Les enseignants ont occupé leur poste à La Romagne (Ardennes) durant plusieurs années, voire quelques décennies, montrant leur attachement à l’enseignement en milieu rural…


Les instituteurs de l’école de garçons à La Romagne

Première République (21 septembre 1792 – 18 mai 1804)
1793 : Paré, Jean Christophe est signalé comme instituteur dans un acte de naissance en date du 19 pluviôse an III du calendrier républicain[1], alors que dans deux actes postérieurs il est dit manouvrier[2].

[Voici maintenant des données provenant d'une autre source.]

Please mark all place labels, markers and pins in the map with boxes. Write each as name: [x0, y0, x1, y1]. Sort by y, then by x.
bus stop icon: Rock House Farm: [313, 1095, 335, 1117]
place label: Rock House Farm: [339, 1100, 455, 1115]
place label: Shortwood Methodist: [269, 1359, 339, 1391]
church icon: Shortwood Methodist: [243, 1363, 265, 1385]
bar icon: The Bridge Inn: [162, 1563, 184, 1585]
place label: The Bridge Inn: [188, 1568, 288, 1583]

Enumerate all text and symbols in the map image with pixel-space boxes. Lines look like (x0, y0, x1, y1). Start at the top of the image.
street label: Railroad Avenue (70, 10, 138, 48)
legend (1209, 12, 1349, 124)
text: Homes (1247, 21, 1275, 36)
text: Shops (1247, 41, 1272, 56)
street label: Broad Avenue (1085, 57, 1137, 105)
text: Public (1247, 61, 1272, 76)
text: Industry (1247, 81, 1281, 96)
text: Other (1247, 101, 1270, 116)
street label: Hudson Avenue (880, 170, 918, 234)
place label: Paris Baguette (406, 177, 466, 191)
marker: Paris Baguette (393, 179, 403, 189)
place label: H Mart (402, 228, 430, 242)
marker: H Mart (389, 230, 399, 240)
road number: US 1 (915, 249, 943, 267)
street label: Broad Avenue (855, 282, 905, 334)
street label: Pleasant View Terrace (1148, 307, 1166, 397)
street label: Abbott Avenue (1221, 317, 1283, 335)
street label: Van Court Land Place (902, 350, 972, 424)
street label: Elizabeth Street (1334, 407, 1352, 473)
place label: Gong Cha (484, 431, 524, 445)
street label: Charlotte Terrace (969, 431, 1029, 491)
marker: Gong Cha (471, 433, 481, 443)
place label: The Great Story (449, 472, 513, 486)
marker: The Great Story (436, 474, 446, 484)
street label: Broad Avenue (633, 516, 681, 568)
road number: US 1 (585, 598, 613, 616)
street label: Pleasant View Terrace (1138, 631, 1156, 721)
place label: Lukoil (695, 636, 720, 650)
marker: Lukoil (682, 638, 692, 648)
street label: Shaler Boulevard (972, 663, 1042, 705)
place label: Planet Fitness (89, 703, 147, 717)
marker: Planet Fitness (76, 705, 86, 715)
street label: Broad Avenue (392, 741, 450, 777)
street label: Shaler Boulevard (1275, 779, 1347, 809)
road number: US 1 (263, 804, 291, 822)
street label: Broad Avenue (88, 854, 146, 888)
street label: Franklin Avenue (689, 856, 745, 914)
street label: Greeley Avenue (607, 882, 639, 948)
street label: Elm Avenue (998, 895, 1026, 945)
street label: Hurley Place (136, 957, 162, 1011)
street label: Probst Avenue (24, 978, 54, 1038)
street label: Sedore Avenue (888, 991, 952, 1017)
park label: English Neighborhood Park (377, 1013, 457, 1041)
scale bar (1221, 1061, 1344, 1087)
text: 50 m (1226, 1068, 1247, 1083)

[1] Soit le 7 février 1795.
[2] « Paysan qui ne dispose que d’outils manuels, par opposition au laboureur, qui possède un attelage » ou « ouvrier qui travaille de ses mains et à la journée », selon le Dictionnaire de l’Académie Française. Ne pas confondre avec manœuvrier (« marin qui commande ou exécute la manœuvre, à bord d’un navire » ; « chef qui dirige la manœuvre des troupes de terre » ; « personne qui excelle à manœuvrer, dans son intérêt ou dans celui de son parti »).
An IV (du 23 septembre 1795 au 21 septembre 1796) : Hulin, Augustin, né le 26 février 1756 et décédé le 7 février 1833 à Saint-Jean-aux-Bois (Ardennes). Il est déjà le maître d’école de Saint-Jean-aux-Bois (Ardennes) quand l’enseignement des enfants de La Romagne est rattaché administrativement à ce village.
An XII (du 24 septembre 1803 au 22 septembre 1804) : Davaux, Pierre.
La rédaction de livres élémentaires a été décrétée par la Convention en l’an II de la Première République.

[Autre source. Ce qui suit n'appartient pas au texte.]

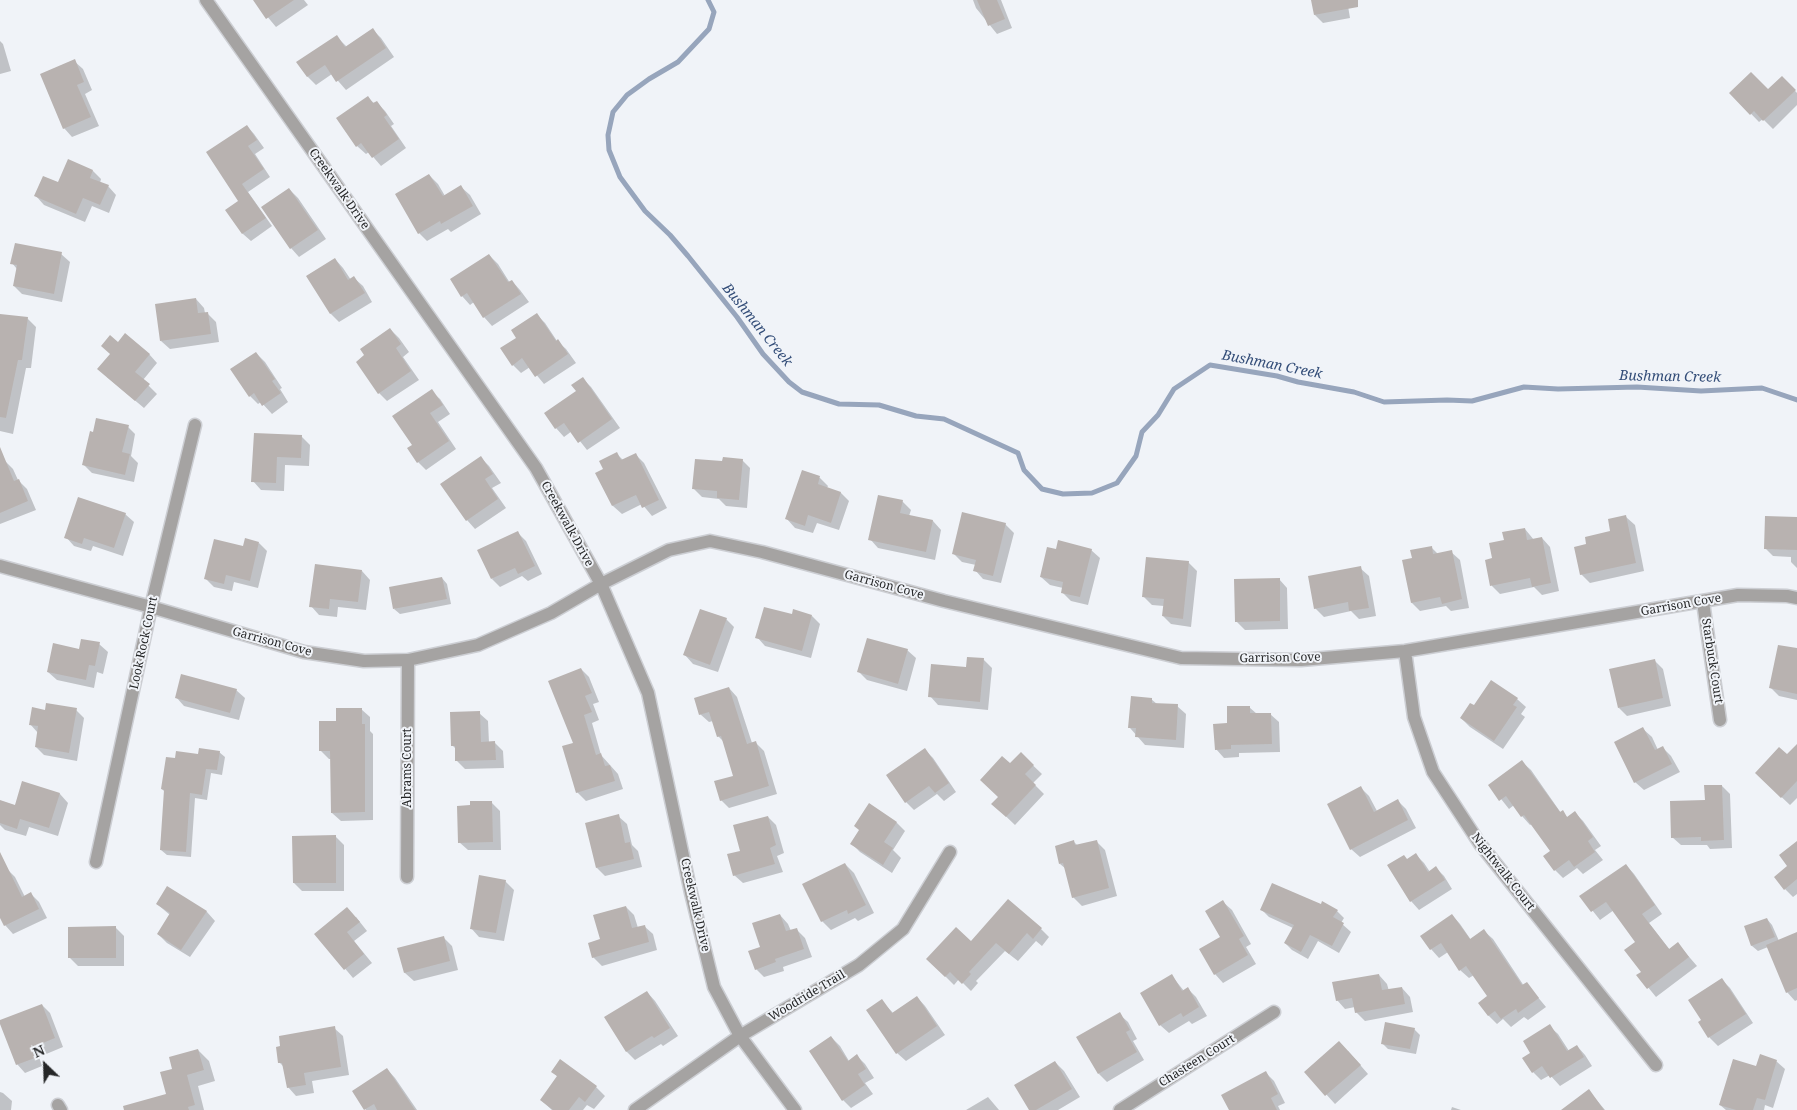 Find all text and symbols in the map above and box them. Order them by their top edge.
street label: Creekwalk Drive [306,146,372,232]
water label: Bushman Creek [718,280,796,370]
water label: Bushman Creek [1220,347,1324,383]
water label: Bushman Creek [1619,368,1721,386]
street label: Creekwalk Drive [538,479,596,569]
street label: Garrison Cove [843,568,925,602]
street label: Garrison Cove [1640,591,1722,619]
street label: Look Rock Court [127,595,161,691]
street label: Starbuck Court [1698,617,1726,705]
street label: Garrison Cove [231,625,313,659]
street label: Garrison Cove [1239,650,1321,666]
street label: Abrams Court [401,728,415,808]
street label: Nightwalk Court [1468,831,1538,913]
street label: Creekwalk Drive [677,857,713,953]
street label: Woodride Trail [766,968,848,1024]
street label: Chasteen Court [1156,1032,1238,1090]
north arrow [20,1040,70,1090]
text: N [30,1040,48,1062]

Premier Empire (18 mai 1804 – 4 avril 1814 ; 20 mars – 7 juillet 1815)
Avant 1808 (et jusqu’en 1816) au moins : Hezette, Joseph.
Le 15 août 1808, le décret napoléonien sur l’éducation édicte que les écoles doivent suivre les « principes de l’Église catholique ».

Seconde Restauration (7 juillet 1815 – 2 août 1830)
1819-1821 : Fréal, Pierre Remi, né le 4 septembre 1769 à Seraincourt (Ardennes), marié à Hauteville (Ardennes) le 18 juin 1971 avec Marie Anne La Croix. Il décède le 20 février 1853 à Doumely-Bégny (Ardennes).
1821-1823 : Fréal, Pierre Etienne, né à Hauteville (Ardennes), fils du précédent. Il se marie à La Romagne le 13 août 1821 avec Marie Françoise Boudié puis, en secondes noces (le 25 juin 1851), avec Anne Marguerite Hubert à Doumely-Bégny (Ardennes).
1823-1830 : Lefèvre, Jean-Baptiste, né le 26 juillet 1806 au Fréty (Ardennes). Il a tout juste dix-sept ans lorsqu’il enseigne à la Romagne. Il exerce dans les Ardennes à Hargnies, Charleville, Attigny, Launois-sur-Vence et Raucourt, où il décède le 12 septembre 1866.
Selon l’ordonnance du 29 février 1816, les communes doivent s’assurer que les enfants qui y habitent reçoivent une instruction primaire. Elles peuvent se regrouper au niveau du canton.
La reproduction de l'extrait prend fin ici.